* [WHAT THIS TASK INVOLVES]
Where a line contains the word "Taylor", copy that line from the records below.
☆ ☆ ☆ ☆
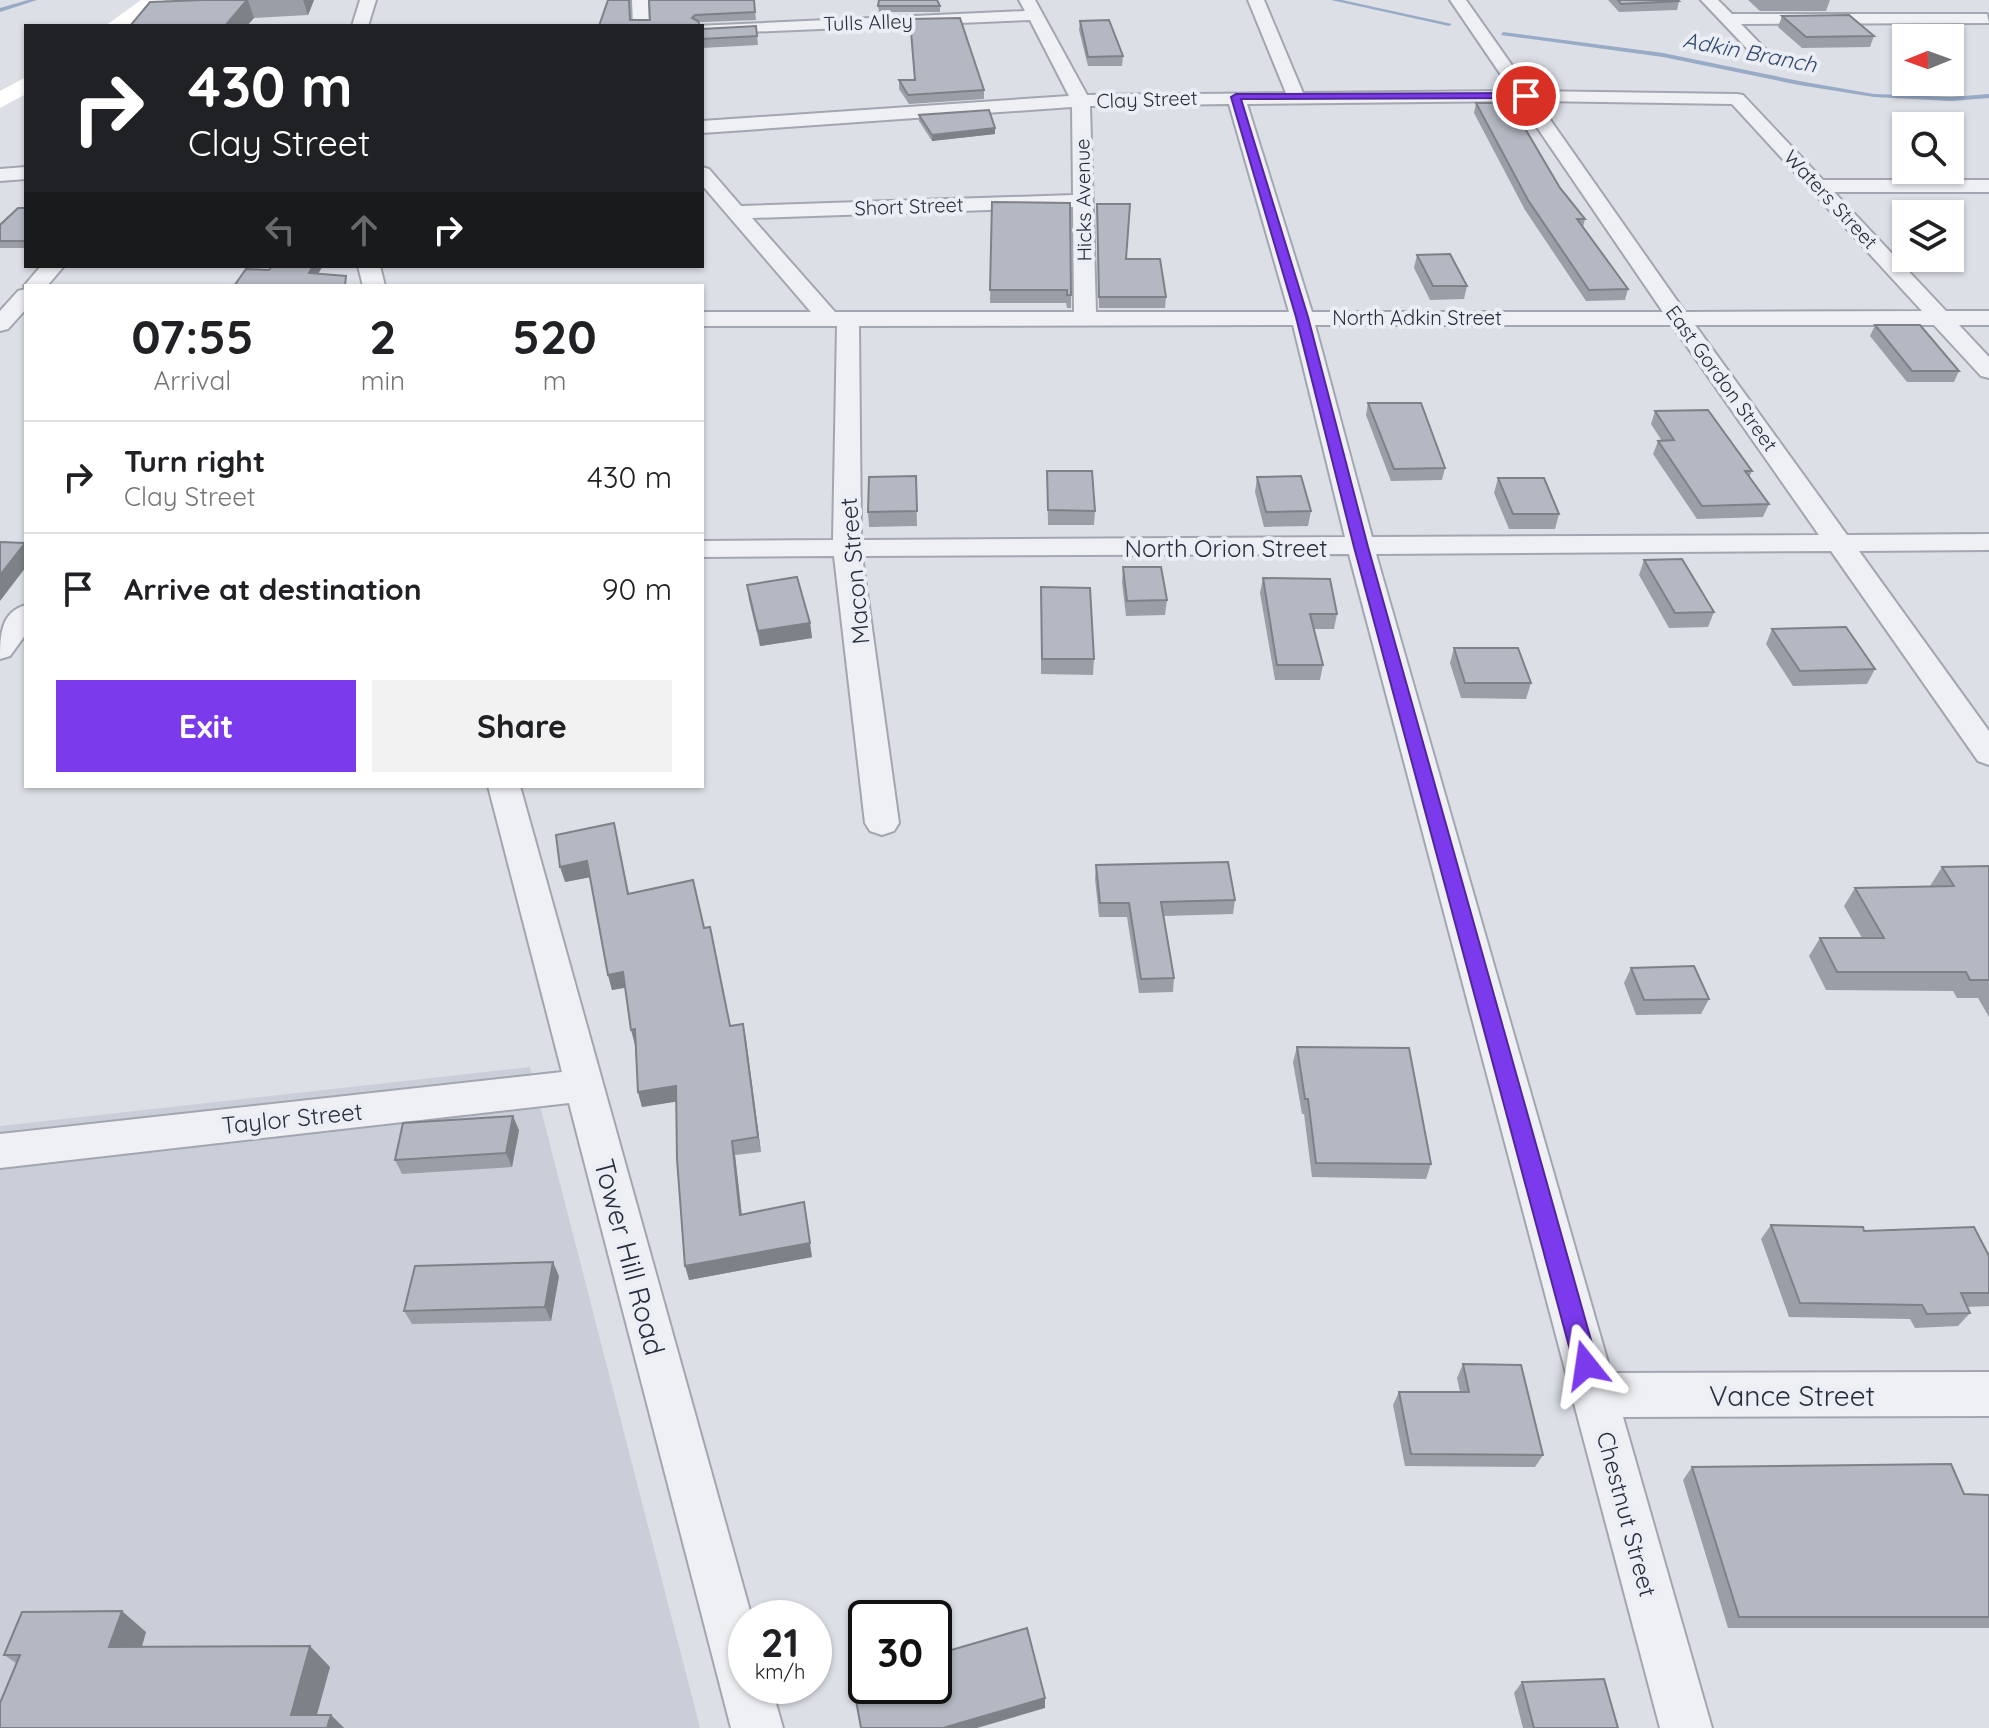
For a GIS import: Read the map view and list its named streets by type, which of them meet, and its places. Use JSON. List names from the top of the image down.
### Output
{
  "streets": {
    "street": [
      "Tulls Alley",
      "Clay Street",
      "Waters Street",
      "Hicks Avenue",
      "Short Street",
      "North Adkin Street",
      "East Gordon Street",
      "North Orion Street",
      "Macon Street",
      "Taylor Street",
      "Tower Hill Road",
      "Vance Street",
      "Chestnut Street"
    ]
  },
  "crossings": [
    ["Tulls Alley", "Hicks Avenue"],
    ["Clay Street", "Waters Street"],
    ["Clay Street", "Hicks Avenue"],
    ["Clay Street", "East Gordon Street"],
    ["Clay Street", "Chestnut Street"],
    ["Waters Street", "North Adkin Street"],
    ["Hicks Avenue", "Short Street"],
    ["Hicks Avenue", "North Adkin Street"],
    ["North Adkin Street", "East Gordon Street"],
    ["North Adkin Street", "Macon Street"],
    ["North Adkin Street", "Chestnut Street"],
    ["East Gordon Street", "North Orion Street"],
    ["North Orion Street", "Macon Street"],
    ["North Orion Street", "Chestnut Street"],
    ["Taylor Street", "Tower Hill Road"],
    ["Vance Street", "Chestnut Street"]
  ],
  "water": ["Adkin Branch"],
  "north": "left",
  "page": {
    "turn": ["430 m", "Clay Street"],
    "eta": [
      "07:55",
      "Arrival",
      "2",
      "min",
      "520",
      "m"
    ],
    "list": [
      {
        "name": "Turn right",
        "note": "Clay Street",
        "value": "430 m"
      },
      {
        "name": "Arrive at destination",
        "value": "90 m"
      }
    ],
    "buttons": ["Exit", "Share"],
    "speed": "21 km/h",
    "limit": "30"
  }
}
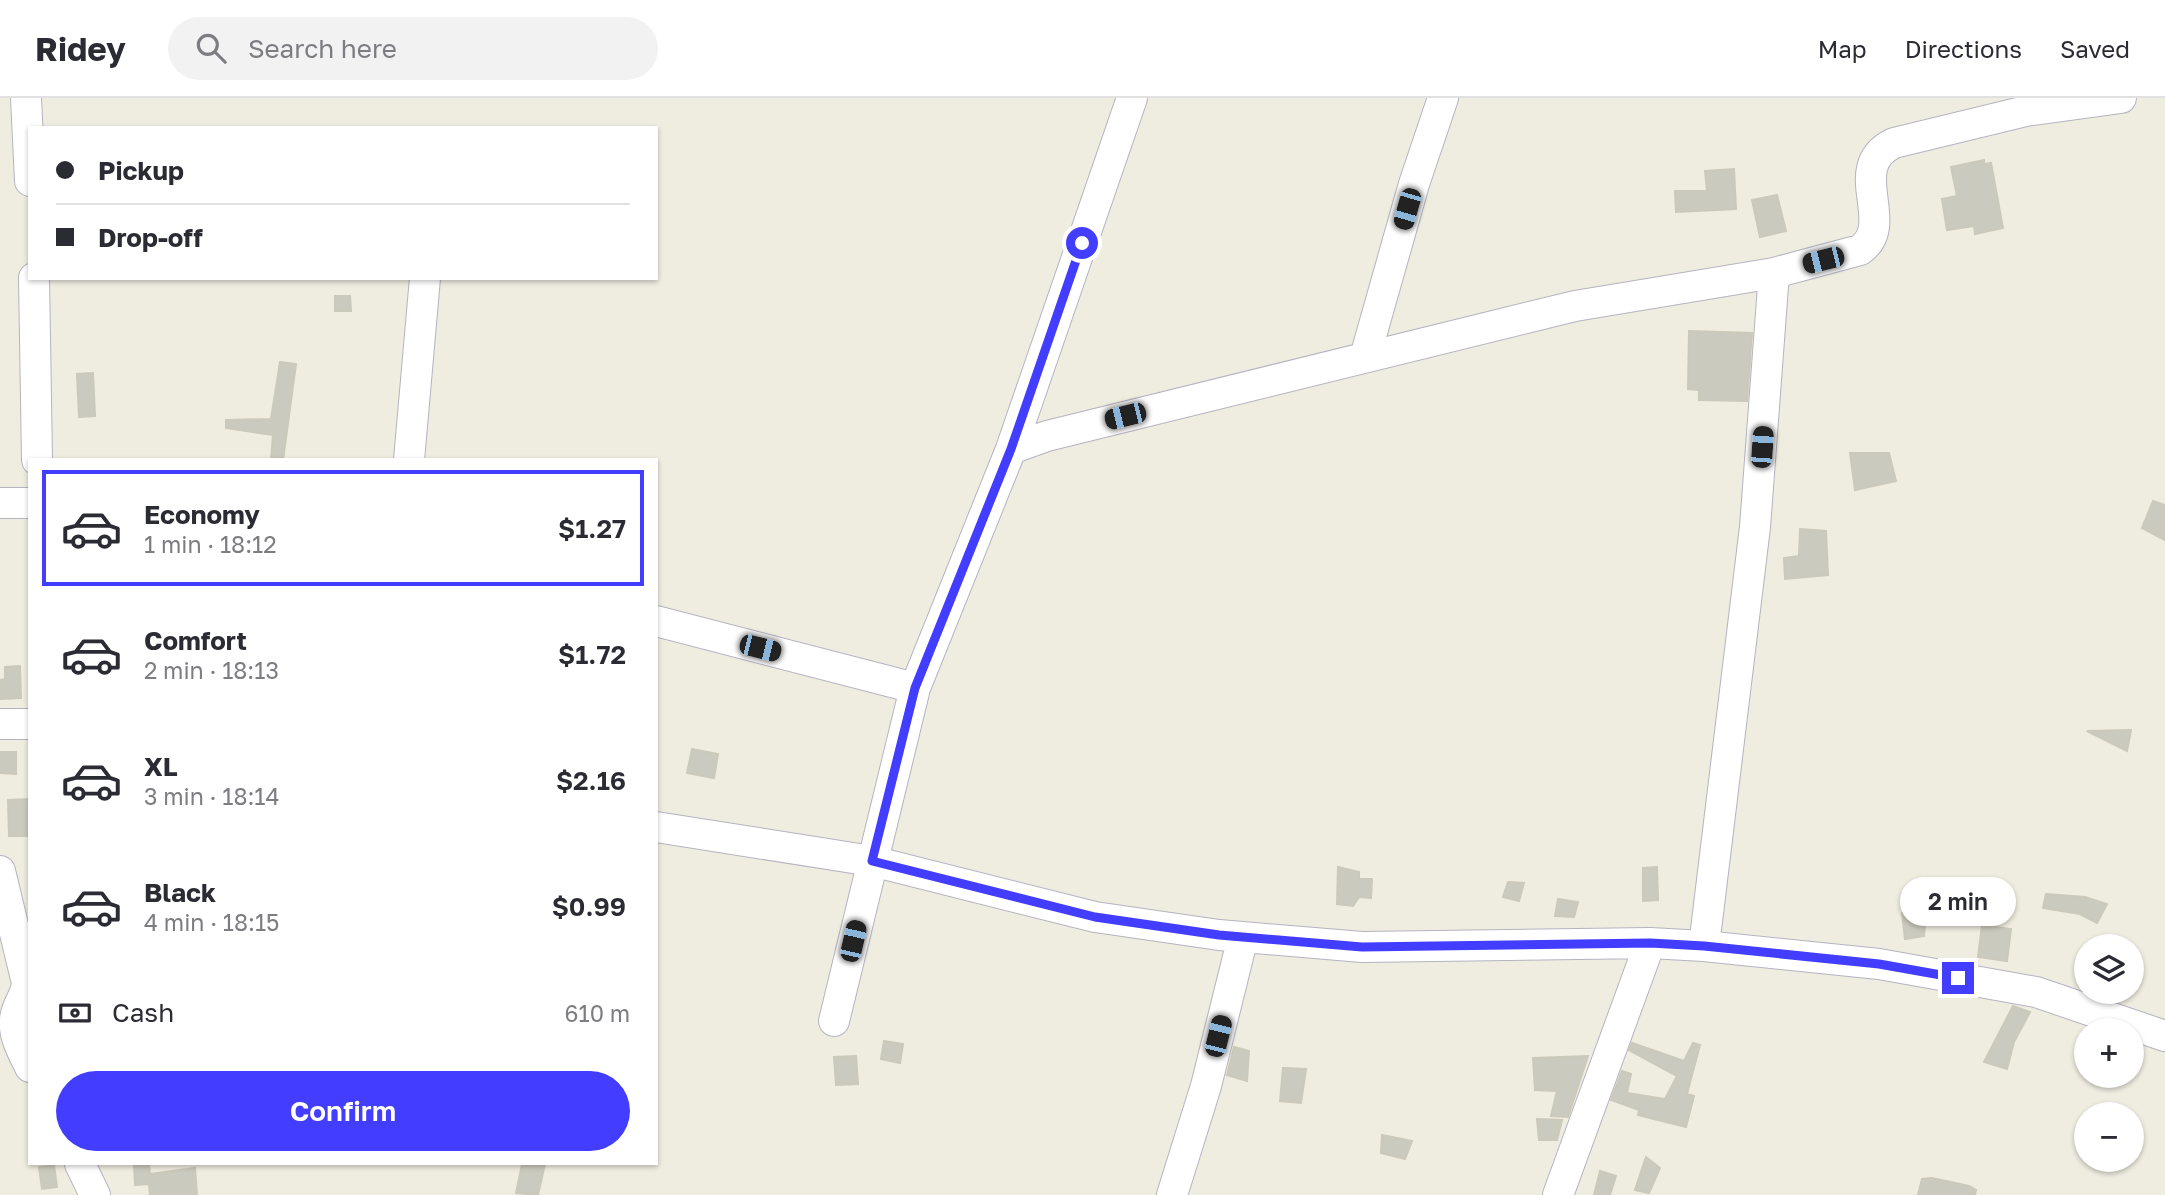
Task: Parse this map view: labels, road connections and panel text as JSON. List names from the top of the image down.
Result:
{
  "page": {
    "header": "Ridey",
    "search": "Search here",
    "nav": ["Map", "Directions", "Saved"],
    "banner": ["Pickup", "Drop-off"],
    "list": [
      {
        "name": "Economy",
        "note": "1 min · 18:12",
        "value": "$1.27"
      },
      {
        "name": "Comfort",
        "note": "2 min · 18:13",
        "value": "$1.72"
      },
      {
        "name": "XL",
        "note": "3 min · 18:14",
        "value": "$2.16"
      },
      {
        "name": "Black",
        "note": "4 min · 18:15",
        "value": "$0.99"
      }
    ],
    "bubble": "2 min",
    "map_buttons": ["+", "−"],
    "pay": ["Cash", "610 m"],
    "buttons": "Confirm"
  }
}
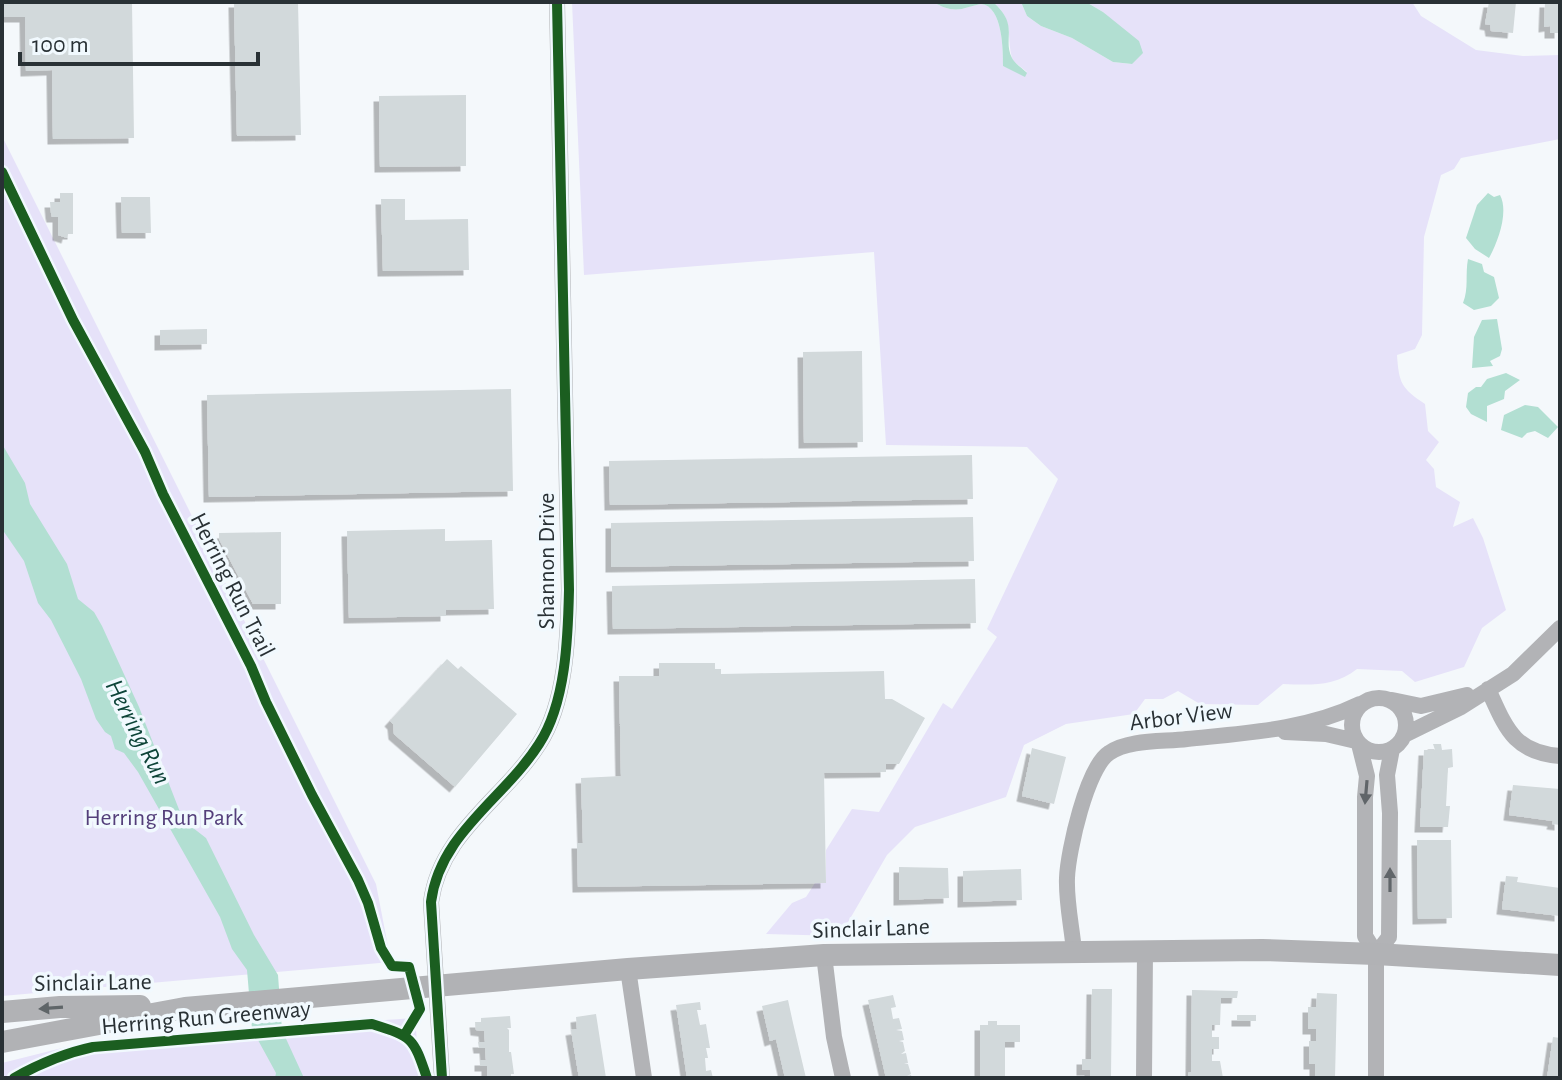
☆ ☆ ☆ ☆
* [ANSWER TO THE EXERCISE]
      "Taylor Street",
    ["Taylor Street", "Tower Hill Road"],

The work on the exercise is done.